Collected data entries:
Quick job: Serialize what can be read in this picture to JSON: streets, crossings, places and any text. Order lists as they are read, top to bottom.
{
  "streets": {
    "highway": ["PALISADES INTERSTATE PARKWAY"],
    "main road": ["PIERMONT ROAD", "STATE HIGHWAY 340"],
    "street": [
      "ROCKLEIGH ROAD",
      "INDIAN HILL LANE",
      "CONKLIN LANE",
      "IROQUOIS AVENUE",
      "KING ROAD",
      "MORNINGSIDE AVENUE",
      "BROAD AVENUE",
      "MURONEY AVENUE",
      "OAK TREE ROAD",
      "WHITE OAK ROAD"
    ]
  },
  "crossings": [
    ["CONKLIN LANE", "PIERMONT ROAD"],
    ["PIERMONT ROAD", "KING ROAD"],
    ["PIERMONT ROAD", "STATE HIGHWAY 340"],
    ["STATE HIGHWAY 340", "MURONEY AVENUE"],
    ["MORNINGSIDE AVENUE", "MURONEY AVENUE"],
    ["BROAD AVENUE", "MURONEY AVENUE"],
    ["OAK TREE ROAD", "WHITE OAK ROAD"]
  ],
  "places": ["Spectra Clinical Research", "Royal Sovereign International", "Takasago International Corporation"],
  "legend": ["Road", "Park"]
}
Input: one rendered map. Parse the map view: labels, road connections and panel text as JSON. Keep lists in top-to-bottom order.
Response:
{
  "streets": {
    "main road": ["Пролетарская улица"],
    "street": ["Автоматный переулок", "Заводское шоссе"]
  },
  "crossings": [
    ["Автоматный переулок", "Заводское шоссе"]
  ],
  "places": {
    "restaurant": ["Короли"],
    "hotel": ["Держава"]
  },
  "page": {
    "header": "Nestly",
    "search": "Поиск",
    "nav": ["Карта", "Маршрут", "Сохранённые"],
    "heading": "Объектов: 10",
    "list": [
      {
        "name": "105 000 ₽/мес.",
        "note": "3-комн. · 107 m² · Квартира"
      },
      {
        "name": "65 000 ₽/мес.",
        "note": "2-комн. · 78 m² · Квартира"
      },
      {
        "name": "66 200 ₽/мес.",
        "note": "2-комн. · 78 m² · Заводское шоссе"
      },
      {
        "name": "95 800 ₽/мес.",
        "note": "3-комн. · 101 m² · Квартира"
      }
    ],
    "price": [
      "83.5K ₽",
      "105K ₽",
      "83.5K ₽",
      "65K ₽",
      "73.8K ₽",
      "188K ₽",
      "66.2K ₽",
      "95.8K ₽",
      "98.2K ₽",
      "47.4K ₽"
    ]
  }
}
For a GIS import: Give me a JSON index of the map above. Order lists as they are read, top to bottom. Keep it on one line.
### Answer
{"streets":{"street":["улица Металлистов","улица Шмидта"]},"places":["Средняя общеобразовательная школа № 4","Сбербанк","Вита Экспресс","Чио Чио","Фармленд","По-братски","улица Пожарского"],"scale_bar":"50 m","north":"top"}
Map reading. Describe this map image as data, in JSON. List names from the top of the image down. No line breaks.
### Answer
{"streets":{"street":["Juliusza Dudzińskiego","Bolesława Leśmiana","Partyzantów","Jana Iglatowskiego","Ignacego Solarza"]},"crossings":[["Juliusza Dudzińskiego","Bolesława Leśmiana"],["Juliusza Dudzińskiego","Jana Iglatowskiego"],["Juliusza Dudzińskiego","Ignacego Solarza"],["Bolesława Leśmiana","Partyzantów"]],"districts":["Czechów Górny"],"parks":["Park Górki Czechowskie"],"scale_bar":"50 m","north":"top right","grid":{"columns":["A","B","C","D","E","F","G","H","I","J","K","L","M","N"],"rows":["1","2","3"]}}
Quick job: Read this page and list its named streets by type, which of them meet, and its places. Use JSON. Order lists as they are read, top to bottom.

* _REQUIREMENT_: Please print all the data again exactly as given.

* _RESULT_:
Quick job: Serialize what can be read in this picture to JSON: streets, crossings, places and any text. Order lists as they are read, top to bottom.
{
  "streets": {
    "highway": ["PALISADES INTERSTATE PARKWAY"],
    "main road": ["PIERMONT ROAD", "STATE HIGHWAY 340"],
    "street": [
      "ROCKLEIGH ROAD",
      "INDIAN HILL LANE",
      "CONKLIN LANE",
      "IROQUOIS AVENUE",
      "KING ROAD",
      "MORNINGSIDE AVENUE",
      "BROAD AVENUE",
      "MURONEY AVENUE",
      "OAK TREE ROAD",
      "WHITE OAK ROAD"
    ]
  },
  "crossings": [
    ["CONKLIN LANE", "PIERMONT ROAD"],
    ["PIERMONT ROAD", "KING ROAD"],
    ["PIERMONT ROAD", "STATE HIGHWAY 340"],
    ["STATE HIGHWAY 340", "MURONEY AVENUE"],
    ["MORNINGSIDE AVENUE", "MURONEY AVENUE"],
    ["BROAD AVENUE", "MURONEY AVENUE"],
    ["OAK TREE ROAD", "WHITE OAK ROAD"]
  ],
  "places": ["Spectra Clinical Research", "Royal Sovereign International", "Takasago International Corporation"],
  "legend": ["Road", "Park"]
}
Input: one rendered map. Parse the map view: labels, road connections and panel text as JSON. Keep lists in top-to-bottom order.
Response:
{
  "streets": {
    "main road": ["Пролетарская улица"],
    "street": ["Автоматный переулок", "Заводское шоссе"]
  },
  "crossings": [
    ["Автоматный переулок", "Заводское шоссе"]
  ],
  "places": {
    "restaurant": ["Короли"],
    "hotel": ["Держава"]
  },
  "page": {
    "header": "Nestly",
    "search": "Поиск",
    "nav": ["Карта", "Маршрут", "Сохранённые"],
    "heading": "Объектов: 10",
    "list": [
      {
        "name": "105 000 ₽/мес.",
        "note": "3-комн. · 107 m² · Квартира"
      },
      {
        "name": "65 000 ₽/мес.",
        "note": "2-комн. · 78 m² · Квартира"
      },
      {
        "name": "66 200 ₽/мес.",
        "note": "2-комн. · 78 m² · Заводское шоссе"
      },
      {
        "name": "95 800 ₽/мес.",
        "note": "3-комн. · 101 m² · Квартира"
      }
    ],
    "price": [
      "83.5K ₽",
      "105K ₽",
      "83.5K ₽",
      "65K ₽",
      "73.8K ₽",
      "188K ₽",
      "66.2K ₽",
      "95.8K ₽",
      "98.2K ₽",
      "47.4K ₽"
    ]
  }
}
For a GIS import: Give me a JSON index of the map above. Order lists as they are read, top to bottom. Keep it on one line.
### Answer
{"streets":{"street":["улица Металлистов","улица Шмидта"]},"places":["Средняя общеобразовательная школа № 4","Сбербанк","Вита Экспресс","Чио Чио","Фармленд","По-братски","улица Пожарского"],"scale_bar":"50 m","north":"top"}
Map reading. Describe this map image as data, in JSON. List names from the top of the image down. No line breaks.
### Answer
{"streets":{"street":["Juliusza Dudzińskiego","Bolesława Leśmiana","Partyzantów","Jana Iglatowskiego","Ignacego Solarza"]},"crossings":[["Juliusza Dudzińskiego","Bolesława Leśmiana"],["Juliusza Dudzińskiego","Jana Iglatowskiego"],["Juliusza Dudzińskiego","Ignacego Solarza"],["Bolesława Leśmiana","Partyzantów"]],"districts":["Czechów Górny"],"parks":["Park Górki Czechowskie"],"scale_bar":"50 m","north":"top right","grid":{"columns":["A","B","C","D","E","F","G","H","I","J","K","L","M","N"],"rows":["1","2","3"]}}
Quick job: Read this page and list its named streets by type, which of them meet, and its places. Use JSON. Order lists as they are read, top to bottom.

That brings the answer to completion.